#### [Task item]
Show every line in the material below in which the string "roads" appears.

#### [Input data]
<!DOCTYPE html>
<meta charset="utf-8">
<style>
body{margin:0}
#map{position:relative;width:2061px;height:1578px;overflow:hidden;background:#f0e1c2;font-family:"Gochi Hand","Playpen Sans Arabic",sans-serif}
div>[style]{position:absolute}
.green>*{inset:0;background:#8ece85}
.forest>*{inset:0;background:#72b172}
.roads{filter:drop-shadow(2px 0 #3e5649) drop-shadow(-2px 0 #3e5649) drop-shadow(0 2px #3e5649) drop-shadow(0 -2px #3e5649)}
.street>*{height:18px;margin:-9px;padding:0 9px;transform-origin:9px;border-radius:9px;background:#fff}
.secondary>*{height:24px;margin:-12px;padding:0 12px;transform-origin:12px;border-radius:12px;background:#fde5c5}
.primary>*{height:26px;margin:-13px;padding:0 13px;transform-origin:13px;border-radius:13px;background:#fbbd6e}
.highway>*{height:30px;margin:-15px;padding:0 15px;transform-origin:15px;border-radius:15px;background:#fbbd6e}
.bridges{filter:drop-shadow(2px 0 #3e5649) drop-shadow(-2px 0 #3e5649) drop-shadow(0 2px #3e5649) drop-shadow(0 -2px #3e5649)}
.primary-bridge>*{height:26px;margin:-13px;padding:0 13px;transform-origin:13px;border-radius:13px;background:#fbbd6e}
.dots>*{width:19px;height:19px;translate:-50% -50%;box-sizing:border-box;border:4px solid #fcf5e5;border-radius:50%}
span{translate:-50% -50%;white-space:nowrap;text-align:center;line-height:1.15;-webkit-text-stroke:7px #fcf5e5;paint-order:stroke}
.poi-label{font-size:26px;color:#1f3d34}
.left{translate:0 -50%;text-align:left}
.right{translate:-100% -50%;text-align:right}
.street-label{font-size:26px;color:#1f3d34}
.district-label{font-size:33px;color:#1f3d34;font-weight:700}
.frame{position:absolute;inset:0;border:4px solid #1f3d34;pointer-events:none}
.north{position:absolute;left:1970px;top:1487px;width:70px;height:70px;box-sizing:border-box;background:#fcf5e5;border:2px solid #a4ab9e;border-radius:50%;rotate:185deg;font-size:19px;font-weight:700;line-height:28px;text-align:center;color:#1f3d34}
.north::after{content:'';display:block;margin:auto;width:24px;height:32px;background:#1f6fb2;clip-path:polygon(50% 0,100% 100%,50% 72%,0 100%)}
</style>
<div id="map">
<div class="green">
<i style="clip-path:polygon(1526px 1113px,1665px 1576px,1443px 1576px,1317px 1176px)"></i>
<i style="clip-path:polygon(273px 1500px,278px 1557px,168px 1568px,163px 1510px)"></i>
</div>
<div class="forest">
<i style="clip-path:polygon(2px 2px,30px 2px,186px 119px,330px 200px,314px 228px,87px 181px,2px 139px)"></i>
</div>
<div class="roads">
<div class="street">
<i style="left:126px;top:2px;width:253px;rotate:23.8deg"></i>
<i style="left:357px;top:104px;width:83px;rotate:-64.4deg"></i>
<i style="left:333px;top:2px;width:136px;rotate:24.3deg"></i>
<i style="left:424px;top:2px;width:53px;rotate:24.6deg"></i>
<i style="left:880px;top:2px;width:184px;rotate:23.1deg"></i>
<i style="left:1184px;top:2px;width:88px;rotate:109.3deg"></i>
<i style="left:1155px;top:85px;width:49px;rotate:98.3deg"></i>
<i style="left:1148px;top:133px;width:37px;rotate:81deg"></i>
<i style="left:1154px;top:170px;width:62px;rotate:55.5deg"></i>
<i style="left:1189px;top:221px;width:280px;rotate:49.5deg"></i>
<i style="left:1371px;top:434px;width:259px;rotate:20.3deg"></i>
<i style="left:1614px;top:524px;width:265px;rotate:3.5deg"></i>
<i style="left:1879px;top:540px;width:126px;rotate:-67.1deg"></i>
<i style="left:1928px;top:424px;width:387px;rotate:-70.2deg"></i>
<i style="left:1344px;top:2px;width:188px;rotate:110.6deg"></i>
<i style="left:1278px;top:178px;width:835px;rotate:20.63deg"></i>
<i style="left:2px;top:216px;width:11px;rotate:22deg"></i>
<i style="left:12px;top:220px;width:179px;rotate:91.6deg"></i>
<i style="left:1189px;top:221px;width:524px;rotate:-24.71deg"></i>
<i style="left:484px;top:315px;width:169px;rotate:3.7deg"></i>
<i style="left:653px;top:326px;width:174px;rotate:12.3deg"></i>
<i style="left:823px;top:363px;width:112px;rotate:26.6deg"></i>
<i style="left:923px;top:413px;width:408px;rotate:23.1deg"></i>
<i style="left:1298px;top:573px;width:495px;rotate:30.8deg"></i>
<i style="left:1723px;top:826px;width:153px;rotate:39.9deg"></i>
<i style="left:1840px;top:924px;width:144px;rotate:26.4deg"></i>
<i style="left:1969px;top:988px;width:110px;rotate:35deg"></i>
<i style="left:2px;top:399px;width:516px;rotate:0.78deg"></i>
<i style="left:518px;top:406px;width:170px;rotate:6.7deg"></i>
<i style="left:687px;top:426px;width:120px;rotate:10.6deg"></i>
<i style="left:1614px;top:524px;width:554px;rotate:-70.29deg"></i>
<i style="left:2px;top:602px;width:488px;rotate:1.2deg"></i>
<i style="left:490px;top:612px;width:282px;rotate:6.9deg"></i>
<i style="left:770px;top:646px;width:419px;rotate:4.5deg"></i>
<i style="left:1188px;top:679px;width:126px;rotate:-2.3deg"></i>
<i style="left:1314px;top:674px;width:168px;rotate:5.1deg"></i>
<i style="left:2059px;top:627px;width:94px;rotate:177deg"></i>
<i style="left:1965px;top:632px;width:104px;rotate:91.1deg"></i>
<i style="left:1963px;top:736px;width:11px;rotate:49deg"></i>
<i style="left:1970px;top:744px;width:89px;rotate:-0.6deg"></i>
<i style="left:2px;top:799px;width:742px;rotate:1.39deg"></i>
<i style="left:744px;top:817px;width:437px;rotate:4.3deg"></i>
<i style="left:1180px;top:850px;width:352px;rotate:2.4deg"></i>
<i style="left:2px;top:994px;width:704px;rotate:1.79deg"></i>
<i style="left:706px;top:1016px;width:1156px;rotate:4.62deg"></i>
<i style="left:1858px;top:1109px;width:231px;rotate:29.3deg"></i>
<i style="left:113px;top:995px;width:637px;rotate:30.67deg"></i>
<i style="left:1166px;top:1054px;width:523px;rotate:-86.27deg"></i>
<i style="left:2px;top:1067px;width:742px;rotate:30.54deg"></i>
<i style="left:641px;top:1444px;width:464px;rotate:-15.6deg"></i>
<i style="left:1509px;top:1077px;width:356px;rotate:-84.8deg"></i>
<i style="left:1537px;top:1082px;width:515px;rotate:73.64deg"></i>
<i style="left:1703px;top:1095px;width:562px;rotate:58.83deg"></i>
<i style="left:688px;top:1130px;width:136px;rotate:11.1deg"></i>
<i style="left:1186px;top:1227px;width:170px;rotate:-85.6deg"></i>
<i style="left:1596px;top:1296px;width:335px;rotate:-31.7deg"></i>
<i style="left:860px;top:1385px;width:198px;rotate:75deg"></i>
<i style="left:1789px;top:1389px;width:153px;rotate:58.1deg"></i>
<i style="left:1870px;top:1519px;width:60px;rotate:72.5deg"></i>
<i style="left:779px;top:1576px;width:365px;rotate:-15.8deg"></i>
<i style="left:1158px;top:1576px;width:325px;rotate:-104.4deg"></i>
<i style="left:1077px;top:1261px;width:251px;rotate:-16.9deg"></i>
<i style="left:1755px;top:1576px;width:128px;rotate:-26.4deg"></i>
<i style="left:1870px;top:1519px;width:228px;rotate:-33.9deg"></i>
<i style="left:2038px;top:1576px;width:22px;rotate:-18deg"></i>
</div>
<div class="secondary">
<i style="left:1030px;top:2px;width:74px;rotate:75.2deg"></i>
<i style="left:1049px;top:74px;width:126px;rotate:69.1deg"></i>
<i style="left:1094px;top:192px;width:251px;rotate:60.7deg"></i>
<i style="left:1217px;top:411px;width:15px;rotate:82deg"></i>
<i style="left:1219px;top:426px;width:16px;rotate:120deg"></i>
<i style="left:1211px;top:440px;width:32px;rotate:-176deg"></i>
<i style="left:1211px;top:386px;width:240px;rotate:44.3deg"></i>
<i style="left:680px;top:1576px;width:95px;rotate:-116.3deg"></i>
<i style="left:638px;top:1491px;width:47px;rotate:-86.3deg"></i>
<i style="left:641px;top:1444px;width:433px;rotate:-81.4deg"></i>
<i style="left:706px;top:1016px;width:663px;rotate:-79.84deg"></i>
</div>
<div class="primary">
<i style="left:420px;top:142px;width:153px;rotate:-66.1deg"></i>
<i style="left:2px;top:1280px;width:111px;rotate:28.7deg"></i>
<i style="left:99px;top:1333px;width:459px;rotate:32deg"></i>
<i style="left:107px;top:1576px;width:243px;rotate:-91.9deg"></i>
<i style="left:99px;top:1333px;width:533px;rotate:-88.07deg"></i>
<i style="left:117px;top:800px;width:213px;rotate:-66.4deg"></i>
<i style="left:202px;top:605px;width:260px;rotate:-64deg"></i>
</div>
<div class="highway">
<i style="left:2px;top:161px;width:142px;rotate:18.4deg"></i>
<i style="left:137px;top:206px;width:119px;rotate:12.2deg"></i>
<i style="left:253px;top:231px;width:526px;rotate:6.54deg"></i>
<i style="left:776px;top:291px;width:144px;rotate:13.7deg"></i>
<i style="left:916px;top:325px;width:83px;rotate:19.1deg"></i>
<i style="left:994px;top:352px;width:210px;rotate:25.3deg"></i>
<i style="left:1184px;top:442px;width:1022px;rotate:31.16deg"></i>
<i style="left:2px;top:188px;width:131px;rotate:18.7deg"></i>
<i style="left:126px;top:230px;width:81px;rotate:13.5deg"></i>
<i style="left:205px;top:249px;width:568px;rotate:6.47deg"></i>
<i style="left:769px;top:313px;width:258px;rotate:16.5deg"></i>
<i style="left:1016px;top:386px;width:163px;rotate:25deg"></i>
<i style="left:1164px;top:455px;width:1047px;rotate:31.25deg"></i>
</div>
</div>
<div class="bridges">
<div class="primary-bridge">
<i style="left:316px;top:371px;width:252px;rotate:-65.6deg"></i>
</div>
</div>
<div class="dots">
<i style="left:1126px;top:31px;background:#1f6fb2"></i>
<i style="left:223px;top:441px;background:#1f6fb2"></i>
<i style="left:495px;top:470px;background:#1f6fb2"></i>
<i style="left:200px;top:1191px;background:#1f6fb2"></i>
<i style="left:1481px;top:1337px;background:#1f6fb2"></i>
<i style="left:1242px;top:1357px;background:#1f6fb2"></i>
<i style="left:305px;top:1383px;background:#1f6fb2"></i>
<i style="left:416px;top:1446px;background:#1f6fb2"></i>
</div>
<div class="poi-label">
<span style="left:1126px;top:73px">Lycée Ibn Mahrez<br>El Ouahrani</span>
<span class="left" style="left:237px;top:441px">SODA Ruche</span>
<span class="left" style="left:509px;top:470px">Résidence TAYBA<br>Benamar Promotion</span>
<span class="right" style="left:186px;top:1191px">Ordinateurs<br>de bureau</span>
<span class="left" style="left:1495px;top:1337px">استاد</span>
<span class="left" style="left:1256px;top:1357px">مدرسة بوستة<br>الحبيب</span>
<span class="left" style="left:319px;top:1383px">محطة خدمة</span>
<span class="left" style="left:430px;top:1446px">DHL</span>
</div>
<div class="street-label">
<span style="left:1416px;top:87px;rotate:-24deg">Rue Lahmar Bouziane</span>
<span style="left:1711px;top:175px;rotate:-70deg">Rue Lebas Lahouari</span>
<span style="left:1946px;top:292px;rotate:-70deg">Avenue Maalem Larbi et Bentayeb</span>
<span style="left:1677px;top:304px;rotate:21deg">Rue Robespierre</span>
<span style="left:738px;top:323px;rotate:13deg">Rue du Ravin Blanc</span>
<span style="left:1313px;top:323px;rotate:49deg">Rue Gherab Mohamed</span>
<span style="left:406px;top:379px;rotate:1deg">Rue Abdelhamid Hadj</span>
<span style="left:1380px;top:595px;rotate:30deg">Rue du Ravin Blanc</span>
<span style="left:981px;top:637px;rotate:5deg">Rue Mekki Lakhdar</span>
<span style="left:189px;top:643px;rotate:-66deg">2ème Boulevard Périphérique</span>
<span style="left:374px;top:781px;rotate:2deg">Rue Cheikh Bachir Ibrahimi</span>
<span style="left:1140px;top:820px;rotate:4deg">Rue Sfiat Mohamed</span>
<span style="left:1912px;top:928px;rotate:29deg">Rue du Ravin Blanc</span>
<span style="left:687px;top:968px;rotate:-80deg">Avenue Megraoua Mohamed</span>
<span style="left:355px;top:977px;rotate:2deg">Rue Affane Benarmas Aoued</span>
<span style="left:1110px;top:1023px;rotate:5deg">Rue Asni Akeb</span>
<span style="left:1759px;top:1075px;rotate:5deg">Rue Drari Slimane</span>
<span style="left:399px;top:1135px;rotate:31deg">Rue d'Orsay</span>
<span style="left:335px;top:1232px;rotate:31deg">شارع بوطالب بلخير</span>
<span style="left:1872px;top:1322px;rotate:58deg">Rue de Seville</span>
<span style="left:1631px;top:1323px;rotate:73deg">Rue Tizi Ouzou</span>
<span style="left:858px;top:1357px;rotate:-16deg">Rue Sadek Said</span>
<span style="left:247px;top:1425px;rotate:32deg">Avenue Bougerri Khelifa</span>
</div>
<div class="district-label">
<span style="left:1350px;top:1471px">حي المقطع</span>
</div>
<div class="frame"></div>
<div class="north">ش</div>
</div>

#### [Result below]
.roads{filter:drop-shadow(2px 0 #3e5649) drop-shadow(-2px 0 #3e5649) drop-shadow(0 2px #3e5649) drop-shadow(0 -2px #3e5649)}
<div class="roads">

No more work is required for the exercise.